Among all the cheering and congratulations on my phone was a short text from my coach.  “You went out too fast.”  It’s got to be frustrating for him too to see me blow up all the hard work of a 3-4 month cycle.

I caught a shower and a massage and eventually made my way out to the T to meet my wife for our traditional postrace dinner.  I was happy.

me and budda 2016I should have probably backed off but I’m not confident I would have been able to qualify anyhow.  The conditions were too much for me.  I could have gotten a lot closer with a negative split, but that’s water under the bridge.

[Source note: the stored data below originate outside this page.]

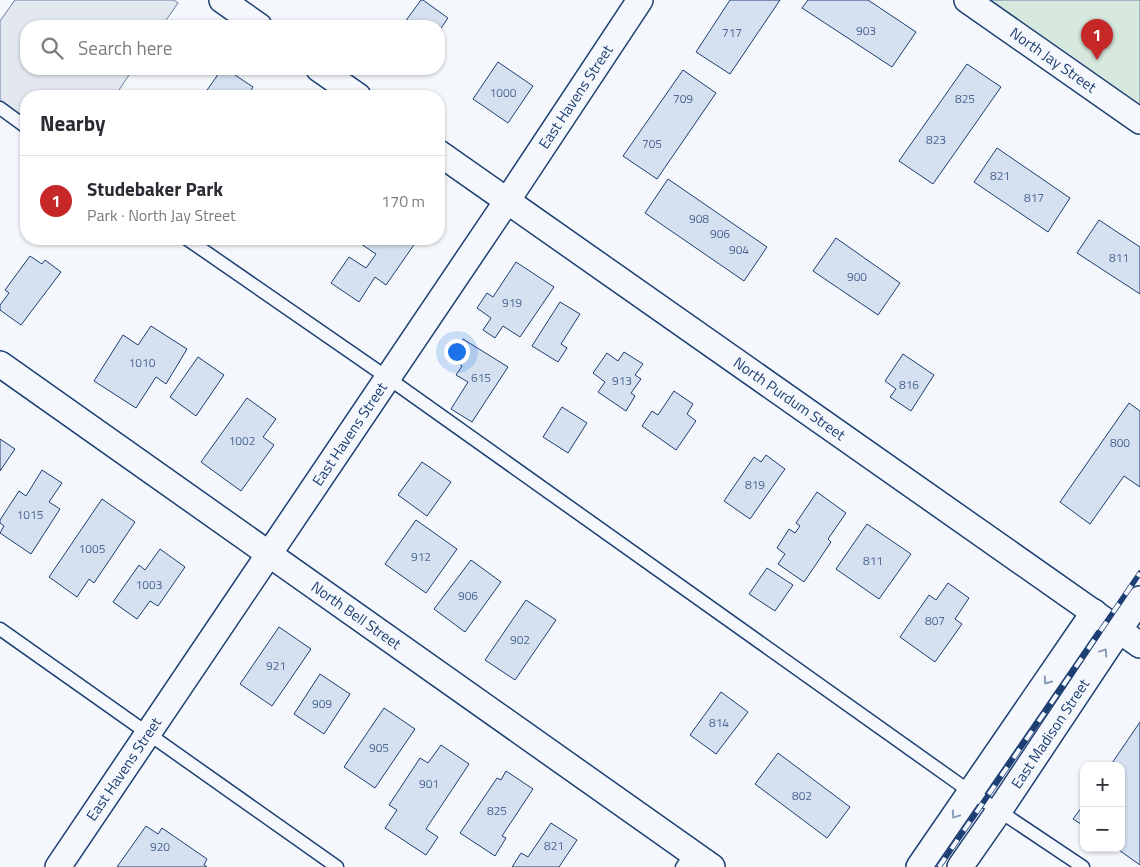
<!DOCTYPE html>
<html lang="en">
<head>
<meta charset="utf-8">
<style>
  :root { --surface:#fff; --page:#f7f7f7; --text:#2b2b33; --muted:#7c7c81; --line:#e1e1e2; --accent:#c62828 }
  body { margin:0; font-family:"Titillium Web",sans-serif; background:var(--page); color:var(--text) }
  .controls { position:absolute; right:15px; bottom:15px; display:grid; overflow:hidden; border-radius:10px; box-shadow:0 1px 4px #0004 }
  .controls button { width:45px; height:45px; display:grid; place-items:center; padding:0; border:0; border-bottom:1px solid var(--line); background:var(--surface); color:var(--text); font:25px sans-serif }
  .you { position:absolute; left:456px; top:351px; width:18px; height:18px; margin:-12px; border:4px solid #fff; border-radius:50%; background:#1a73e8; box-shadow:0 0 0 8px #1a73e833 }
  .badge { display:grid; place-items:center; width:32px; height:32px; border-radius:50%; background:var(--accent); color:#fff; font-size:16px; font-weight:700 }
  .pin { position:absolute; translate:-50% -41px; filter:drop-shadow(0 1px 2px #0008) }
  .pin::after { content:''; position:absolute; top:26px; width:18px; height:15px; background:inherit; clip-path:polygon(0 0,100% 0,50% 100%) }
  .list { margin:0; padding:0; list-style:none }
  h2 { display:flex; justify-content:space-between; align-items:center; height:65px; margin:0; padding:0 20px; font-size:21px }
  h2 small { font-size:16px; font-weight:400; color:var(--muted) }
  .list li { display:grid; grid-template-columns:32px 1fr auto; gap:15px; align-items:center; box-sizing:border-box; height:90px; padding:0 20px; border-top:1px solid var(--line) }
  .list b { display:block; font-size:19px; white-space:nowrap }
  .list p { margin:0; font-size:16px; white-space:nowrap; color:var(--muted) }
  .list em { font-size:16px; font-style:normal; color:var(--muted) }
  .icon { flex:none; width:28px; height:28px; fill:none; stroke:currentColor; stroke-width:2; stroke-linecap:round; stroke-linejoin:round }
  .map { position:relative; flex:none; width:1140px; height:867px; overflow:hidden }
  .search { position:absolute; background:var(--surface); box-shadow:0 1px 4px #0004; left:20px; top:20px; width:425px; height:55px; display:flex; align-items:center; gap:12px; box-sizing:border-box; padding:0 18px; border-radius:20px; color:var(--muted); font-size:19px }
  .panel { position:absolute; background:var(--surface); box-shadow:0 1px 4px #0004; left:20px; top:90px; width:425px; height:155px; border-radius:20px }
  .map>svg:first-child { display:block }
  .green { fill:#d7e8df; stroke:#687fa3 }
  .parking { fill:#e3e8f0; stroke:#687fa3 }
  .building { fill:#d5e0f0; stroke:#1d3f73 }
  .lines { fill:none; stroke-linecap:round; stroke-linejoin:round }
  .lane-casing { stroke:#1d3f73; stroke-width:15 }
  .street-casing { stroke:#1d3f73; stroke-width:28 }
  .lane { stroke:#f4f7fb; stroke-width:12 }
  .street { stroke:#f4f7fb; stroke-width:25 }
  .rail-casing { stroke:#1d3f73; stroke-width:5.5 }
  .rail { stroke:#f4f7fb; stroke-width:4; stroke-dasharray:11; stroke-linecap:butt }
  .oneway { stroke:#889bb7 }
  .labels { text-anchor:middle; stroke-width:4; stroke-linejoin:round; paint-order:stroke }
  .number-label { font-size:12px; fill:#4b6792 }
  .street-label { font-size:15px; fill:#1d3f73; stroke:#f4f7fb }
</style>
</head>
<body>
<div class="map">
<svg width="1140" height="867" viewBox="0 0 1140 867">
  <rect width="100%" height="100%" fill="#f4f7fb"/>
  <polygon class="green" points="967,0 1140,0 1140,121"/>
  <polygon class="parking" points="15,0 174,0 178,3 162,26 26,26 26,69 133,69 115,96 26,96 26,119 0,101 0,21"/>
  <g class="building">
    <polygon points="421,0 423,0 448,18 439,31 439,26 402,26"/>
    <polygon points="730,0 780,0 730,74 696,52"/>
    <polygon points="808,0 868,0 916,32 892,67 802,8"/>
    <polygon points="498,62 533,86 508,123 473,99"/>
    <polygon points="967,64 1001,87 933,184 899,161"/>
    <polygon points="221,70 227,75 229,71 253,87 248,95 251,96 203,96"/>
    <polygon points="683,70 716,93 657,179 623,156"/>
    <polygon points="997,148 1070,198 1048,232 974,182"/>
    <polygon points="668,179 767,247 744,281 645,213"/>
    <polygon points="1099,220 1140,247 1140,294 1077,253"/>
    <polygon points="836,238 900,283 878,315 813,271"/>
    <polygon points="365,239 418,239 386,285 375,277 359,302 331,283 349,257 366,268 376,254 361,244"/>
    <polygon points="30,256 42,264 45,260 61,272 21,325 0,310 0,305 9,293 5,290"/>
    <polygon points="516,262 554,287 520,337 503,326 495,338 483,330 491,318 477,308 487,293 493,297"/>
    <polygon points="560,302 580,314 561,344 567,348 558,362 532,346"/>
    <polygon points="151,326 187,349 166,384 156,377 136,408 94,381 123,335 138,345"/>
    <polygon points="463,339 508,367 472,422 451,409 468,382 456,375 462,366 451,359"/>
    <polygon points="624,352 643,364 635,375 641,379 631,393 635,396 626,411 598,392 605,382 593,373 607,353 618,361"/>
    <polygon points="903,354 934,375 911,411 890,397 896,389 885,381"/>
    <polygon points="198,357 224,375 196,416 170,397"/>
    <polygon points="674,391 693,404 687,414 696,421 676,450 642,426 652,411 658,415"/>
    <polygon points="247,398 276,419 263,437 274,445 241,491 201,462"/>
    <polygon points="1129,403 1140,411 1140,487 1124,476 1090,524 1060,502"/>
    <polygon points="562,407 587,423 568,453 543,437"/>
    <polygon points="0,439 15,449 0,471"/>
    <polygon points="766,455 785,469 750,519 724,501 754,457 761,462"/>
    <polygon points="422,462 451,482 427,516 398,495"/>
    <polygon points="42,470 62,483 49,502 60,509 31,554 0,533 4,526 0,523 0,520 19,491 26,496"/>
    <polygon points="817,492 846,513 828,539 831,542 804,582 778,564 785,554 777,548 789,529 795,533 800,526 796,523"/>
    <polygon points="102,499 135,522 94,583 89,579 77,597 49,577"/>
    <polygon points="416,520 457,549 426,593 385,564"/>
    <polygon points="867,524 911,554 879,599 836,569"/>
    <polygon points="160,549 185,567 158,606 150,601 137,619 113,602 139,565 145,570"/>
    <polygon points="471,560 501,582 465,632 434,609"/>
    <polygon points="767,568 793,585 775,611 749,594"/>
    <polygon points="948,583 969,598 955,619 962,624 935,662 900,637 929,595 936,600"/>
    <polygon points="526,600 556,620 515,680 485,660"/>
    <polygon points="279,627 311,649 272,706 240,684"/>
    <polygon points="320,674 350,694 324,734 294,714"/>
    <polygon points="721,692 748,712 716,754 690,735"/>
    <polygon points="384,708 415,729 375,788 344,767"/>
    <polygon points="1140,722 1140,865 1116,848 1121,848 1121,766 1110,766"/>
    <polygon points="441,745 469,764 426,829 438,837 426,855 385,828 397,810 389,805 420,758 428,763"/>
    <polygon points="778,753 850,807 827,838 755,784"/>
    <polygon points="506,771 533,789 502,836 506,838 495,856 460,833 497,778 501,780"/>
    <polygon points="1084,804 1084,826 1073,819"/>
    <polygon points="551,823 577,840 559,867 512,867 521,853 528,857"/>
    <polygon points="146,826 158,834 162,828 207,859 204,865 207,867 117,867"/>
  </g>
  <g class="lines">
    <g class="lane-casing">
      <g id="lane">
        <polyline points="0,108 26,127"/>
        <polyline points="187,239 388,378 962,786 1083,867"/>
        <polyline points="0,629 337,867"/>
        <polyline points="682,867 692,853"/>
      </g>
    </g>
    <g class="street-casing">
      <g id="street">
        <polyline points="222,0 259,26"/>
        <path id="s1" d="M967 0 1140 121"/>
        <polyline points="319,69 358,96"/>
        <path id="s2" d="M439 153 1140 645"/>
        <path id="s3" d="M0 364 712 867"/>
        <path id="s4" d="M58 867 507 201 640 0"/>
        <polyline points="919,867 1094,612"/>
        <path id="s5" d="M960 867 999 811 1140 599"/>
      </g>
    </g>
    <use href="#lane" class="lane"/>
    <use href="#street" class="street"/>
    <g class="rail-casing">
      <polyline id="rail" points="939,867 1140,573"/>
    </g>
    <use href="#rail" class="rail"/>
  </g>
  <defs><path id="oneway-chevron" d="M-2-3.5L2.5 0L-2 3.5" fill="none" stroke-width="1.6" stroke-linecap="round" stroke-linejoin="round" transform="scale(1.25)"/></defs>
  <g class="oneway">
    <use href="#oneway-chevron" transform="translate(1104 652) rotate(-56)"/>
    <use href="#oneway-chevron" transform="translate(1047 681) rotate(125)"/>
    <use href="#oneway-chevron" transform="translate(955 815) rotate(124)"/>
  </g>
  <g class="labels">
    <g class="number-label">
      <text x="866" y="35">903</text>
      <text x="732" y="37">717</text>
      <text x="503" y="97">1000</text>
      <text x="683" y="103">709</text>
      <text x="965" y="103">825</text>
      <text x="936" y="144">823</text>
      <text x="652" y="148">705</text>
      <text x="1000" y="180">821</text>
      <text x="1034" y="202">817</text>
      <text x="699" y="223">908</text>
      <text x="720" y="238">906</text>
      <text x="739" y="254">904</text>
      <text x="1119" y="262">811</text>
      <text x="857" y="281">900</text>
      <text x="512" y="307">919</text>
      <text x="142" y="367">1010</text>
      <text x="481" y="382">615</text>
      <text x="622" y="385">913</text>
      <text x="909" y="389">816</text>
      <text x="242" y="445">1002</text>
      <text x="1120" y="447">800</text>
      <text x="755" y="489">819</text>
      <text x="30" y="519">1015</text>
      <text x="92" y="553">1005</text>
      <text x="421" y="561">912</text>
      <text x="873" y="565">811</text>
      <text x="149" y="589">1003</text>
      <text x="468" y="600">906</text>
      <text x="935" y="625">807</text>
      <text x="520" y="644">902</text>
      <text x="276" y="670">921</text>
      <text x="322" y="708">909</text>
      <text x="719" y="727">814</text>
      <text x="379" y="752">905</text>
      <text x="429" y="788">901</text>
      <text x="802" y="800">802</text>
      <text x="497" y="815">825</text>
      <text x="554" y="850">821</text>
      <text x="160" y="851">920</text>
    </g>
    <g class="street-label">
      <text dy="5" stroke="none"><textPath href="#s1" startOffset="105">North Jay Street</textPath></text>
      <text dy="5" stroke="none"><textPath href="#s4" startOffset="928">East Havens Street</textPath></text>
      <text dy="5" stroke="none"><textPath href="#s2" startOffset="428">North Purdum Street</textPath></text>
      <text dy="5" stroke="none"><textPath href="#s4" startOffset="522">East Havens Street</textPath></text>
      <text dy="5" stroke="none"><textPath href="#s3" startOffset="436">North Bell Street</textPath></text>
      <text dy="5" stroke="none"><textPath href="#s5" startOffset="161">East Madison Street</textPath></text>
      <text dy="5" stroke="none"><textPath href="#s4" startOffset="118">East Havens Street</textPath></text>
    </g>
  </g>
</svg>
<div class="controls">
<button>+</button>
<button>−</button>
</div>
<div class="you"></div>
<div class="pin badge" style="left:1097px;top:60px">1</div>
<div class="search"><svg class="icon" aria-label="search" viewBox="0 0 24 24"><circle cx="10" cy="10" r="6"/><path d="M15 15l6 6"/></svg>Search here</div>
<section class="panel">
<h2>Nearby<small></small></h2>
<ul class="list">
<li><span class="badge">1</span><div><b>Studebaker Park</b><p>Park · North Jay Street</p></div><em>170 m</em></li>
</ul>
</section>
</div>
</body>
</html>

This comeback I’m struggling with understanding and feeling my pace.  But, it’s progress.  If it was a ½ marathon I would have crushed it.  If it was a 30K I would have nailed it.

I trained honestly.  I respected the race.  It won.  Maybe next time I’ll win.  We played by the rules and it was a fair fight.  I brought what I had and Boston pulled out its trick bag.  We danced.  I attacked and guessed wrong and Boston was able to spring the trap.

Would I have written the ending differently for 2016?  Of course I would have.  Sometimes I don’t get to write the endings of these chapters as much as it would suit me to.  It’s a chapter.  We turn the page and pick up the narrative of the next chapter and the story itself never ends.

It’s not how many times or how long you get knocked down.   It’s how many times you can get back up and grin at the beast and say “Well played my friend, but is that all you have?”

 

4 thoughts on “Boston 2016 – Broken Promises”

  1. Thanks for sharing your story. We all learn from, and are inspired by, other’s experiences.

    Your last two sentences are so true and something we need to remember each time we fall short of our goals. I believe Sir Edmund Hillary said something similar after failing to climb Everest, something like “You win this time, but you’re as big as you will ever be and I am still growing!”

    Keep growing my friend.

  2. Well written. Felt like I was there with you. My only Boston was 2012 but I’m hoping to find the marathon lure again so I have a chance to run it alongside you.